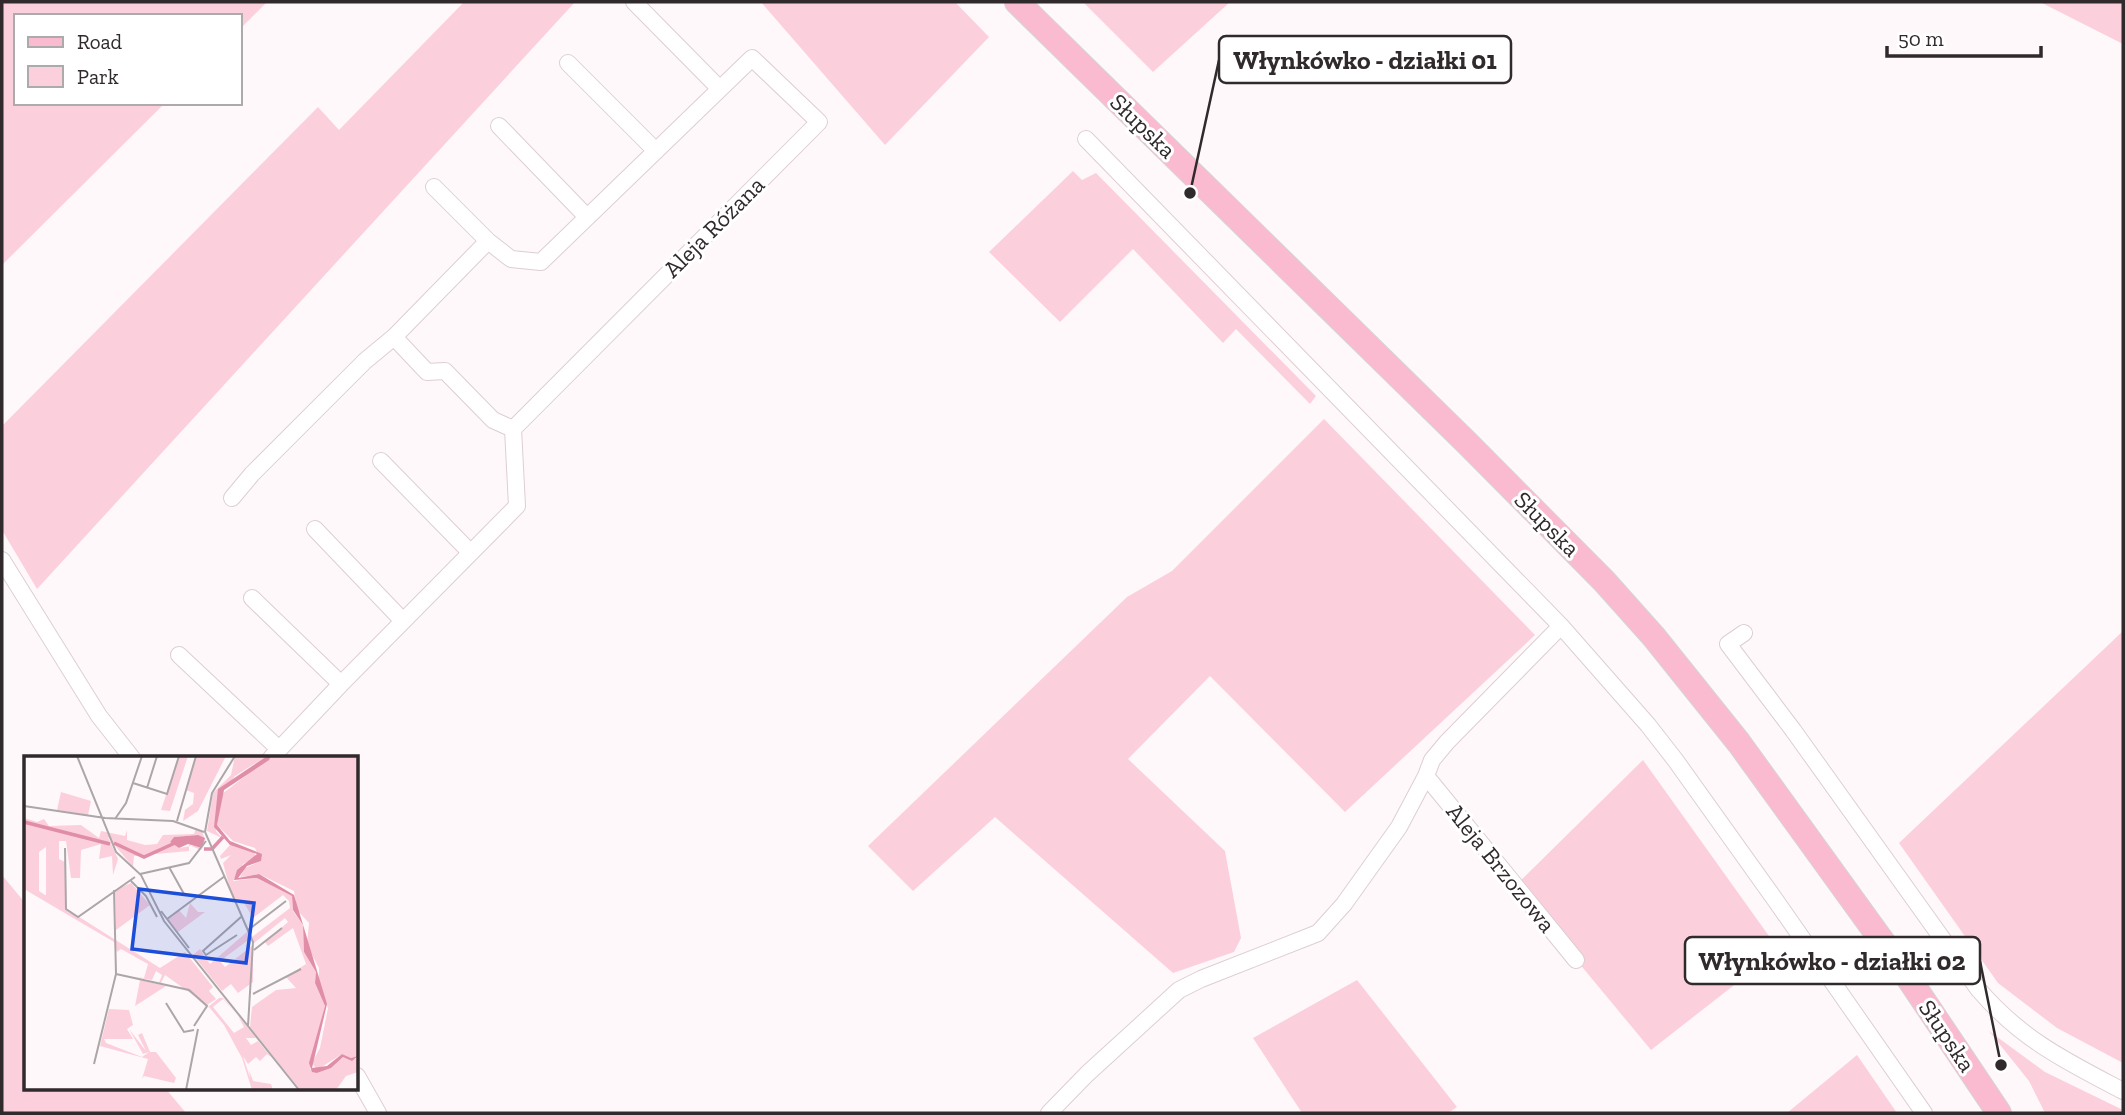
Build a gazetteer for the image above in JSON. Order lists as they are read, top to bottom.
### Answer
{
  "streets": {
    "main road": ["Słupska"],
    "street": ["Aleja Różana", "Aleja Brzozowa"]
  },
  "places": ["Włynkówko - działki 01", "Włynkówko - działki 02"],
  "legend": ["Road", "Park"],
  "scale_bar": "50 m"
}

▬▬▬▬▬▬

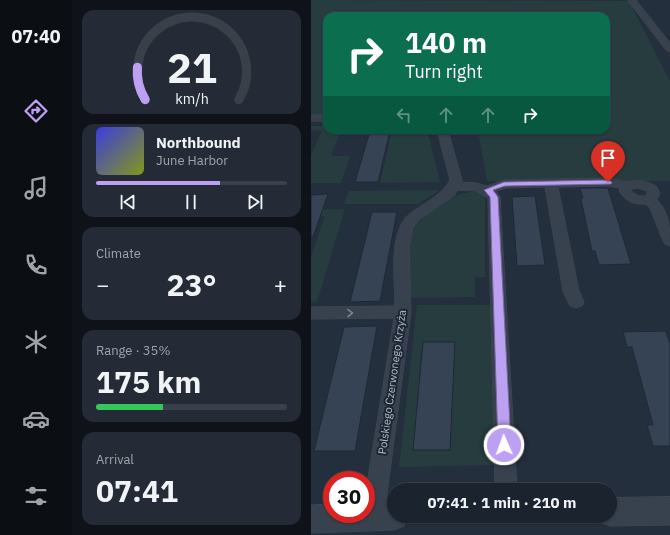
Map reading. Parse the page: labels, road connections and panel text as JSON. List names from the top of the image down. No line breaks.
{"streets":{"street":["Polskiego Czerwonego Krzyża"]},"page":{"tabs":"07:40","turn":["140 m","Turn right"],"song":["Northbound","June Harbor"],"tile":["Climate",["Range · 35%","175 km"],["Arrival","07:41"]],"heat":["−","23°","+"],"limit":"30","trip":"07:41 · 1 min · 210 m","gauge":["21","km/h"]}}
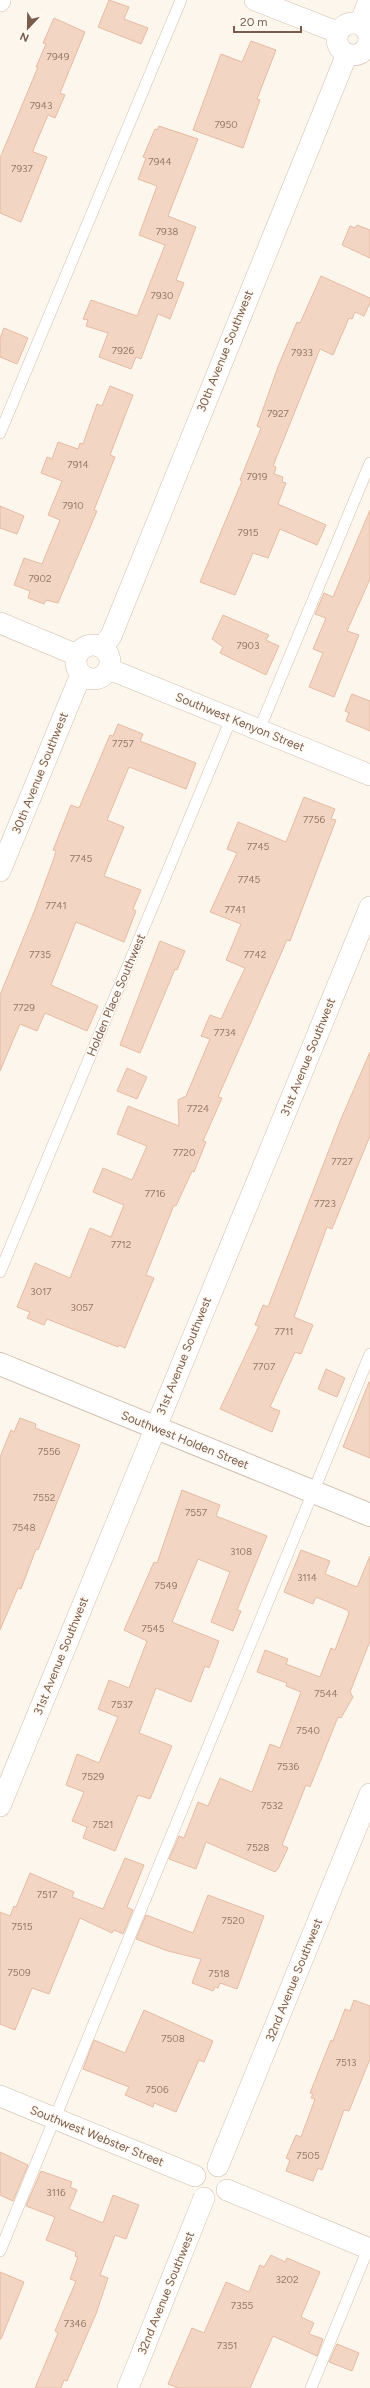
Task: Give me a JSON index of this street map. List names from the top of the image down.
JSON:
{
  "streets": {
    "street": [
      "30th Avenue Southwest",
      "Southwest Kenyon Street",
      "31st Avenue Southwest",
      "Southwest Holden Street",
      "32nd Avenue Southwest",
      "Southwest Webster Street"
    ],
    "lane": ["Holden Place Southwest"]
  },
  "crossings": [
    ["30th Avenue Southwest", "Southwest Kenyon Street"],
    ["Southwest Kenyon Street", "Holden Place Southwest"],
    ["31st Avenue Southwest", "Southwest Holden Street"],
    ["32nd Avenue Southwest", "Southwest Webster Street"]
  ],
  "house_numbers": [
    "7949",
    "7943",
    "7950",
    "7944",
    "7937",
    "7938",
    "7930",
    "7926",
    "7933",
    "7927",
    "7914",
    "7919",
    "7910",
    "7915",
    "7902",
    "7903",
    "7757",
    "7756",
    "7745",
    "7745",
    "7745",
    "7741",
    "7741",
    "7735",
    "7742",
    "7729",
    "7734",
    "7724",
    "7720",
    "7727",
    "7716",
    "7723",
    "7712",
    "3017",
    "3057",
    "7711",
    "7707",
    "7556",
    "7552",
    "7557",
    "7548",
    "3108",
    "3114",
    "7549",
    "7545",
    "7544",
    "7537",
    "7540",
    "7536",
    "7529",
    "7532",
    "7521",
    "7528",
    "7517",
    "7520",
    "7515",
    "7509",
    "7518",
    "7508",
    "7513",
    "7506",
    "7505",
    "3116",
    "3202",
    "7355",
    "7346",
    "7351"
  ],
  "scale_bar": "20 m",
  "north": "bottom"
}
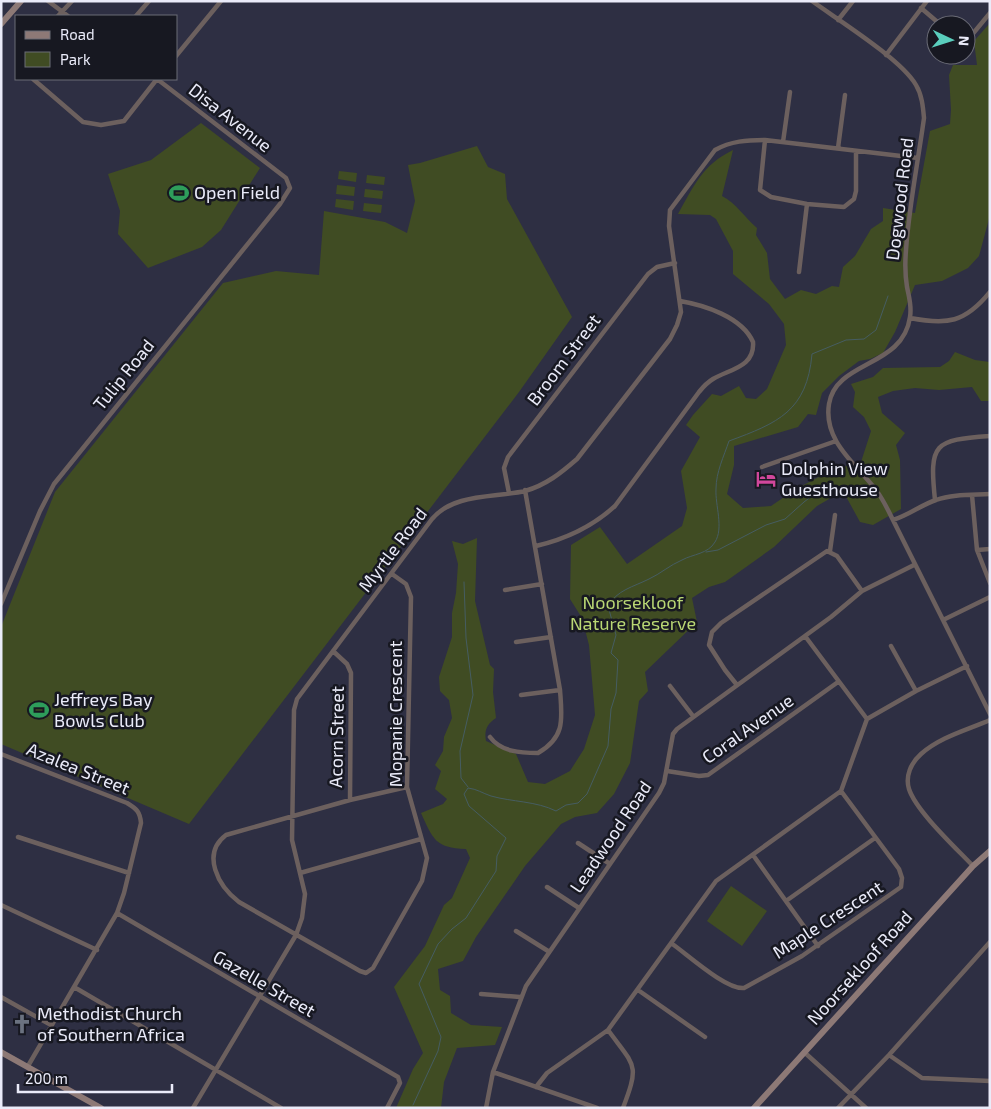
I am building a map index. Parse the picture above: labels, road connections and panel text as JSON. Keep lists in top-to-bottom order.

▬▬▬▬▬▬

If a line in the data holds the string "index", copy that line.

Task: Give me a JSON index of this street map. List names from the top of the image down.
I am building a map index. Parse the picture above: labels, road connections and panel text as JSON. Keep lists in top-to-bottom order.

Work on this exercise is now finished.